━━━━━ Data in this exercise ━━━━━
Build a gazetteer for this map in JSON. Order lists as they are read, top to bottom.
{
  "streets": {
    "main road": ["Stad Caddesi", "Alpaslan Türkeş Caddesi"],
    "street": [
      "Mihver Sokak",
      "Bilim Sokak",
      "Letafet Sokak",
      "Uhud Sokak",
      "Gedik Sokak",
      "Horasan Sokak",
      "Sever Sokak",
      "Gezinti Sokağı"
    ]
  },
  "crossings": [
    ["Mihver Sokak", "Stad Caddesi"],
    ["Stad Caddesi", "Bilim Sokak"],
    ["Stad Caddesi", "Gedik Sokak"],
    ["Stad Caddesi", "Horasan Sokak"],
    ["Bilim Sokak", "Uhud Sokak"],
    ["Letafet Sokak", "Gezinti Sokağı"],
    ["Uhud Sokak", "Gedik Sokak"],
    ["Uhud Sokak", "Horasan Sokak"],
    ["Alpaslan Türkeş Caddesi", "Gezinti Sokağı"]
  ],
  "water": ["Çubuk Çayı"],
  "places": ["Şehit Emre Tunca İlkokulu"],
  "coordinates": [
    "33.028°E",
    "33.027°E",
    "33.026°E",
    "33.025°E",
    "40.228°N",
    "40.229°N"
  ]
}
━━━━━
● Exercise instructions
What is needed here is an exact copy of all the records above.

● Response to this task
Build a gazetteer for this map in JSON. Order lists as they are read, top to bottom.
{
  "streets": {
    "main road": ["Stad Caddesi", "Alpaslan Türkeş Caddesi"],
    "street": [
      "Mihver Sokak",
      "Bilim Sokak",
      "Letafet Sokak",
      "Uhud Sokak",
      "Gedik Sokak",
      "Horasan Sokak",
      "Sever Sokak",
      "Gezinti Sokağı"
    ]
  },
  "crossings": [
    ["Mihver Sokak", "Stad Caddesi"],
    ["Stad Caddesi", "Bilim Sokak"],
    ["Stad Caddesi", "Gedik Sokak"],
    ["Stad Caddesi", "Horasan Sokak"],
    ["Bilim Sokak", "Uhud Sokak"],
    ["Letafet Sokak", "Gezinti Sokağı"],
    ["Uhud Sokak", "Gedik Sokak"],
    ["Uhud Sokak", "Horasan Sokak"],
    ["Alpaslan Türkeş Caddesi", "Gezinti Sokağı"]
  ],
  "water": ["Çubuk Çayı"],
  "places": ["Şehit Emre Tunca İlkokulu"],
  "coordinates": [
    "33.028°E",
    "33.027°E",
    "33.026°E",
    "33.025°E",
    "40.228°N",
    "40.229°N"
  ]
}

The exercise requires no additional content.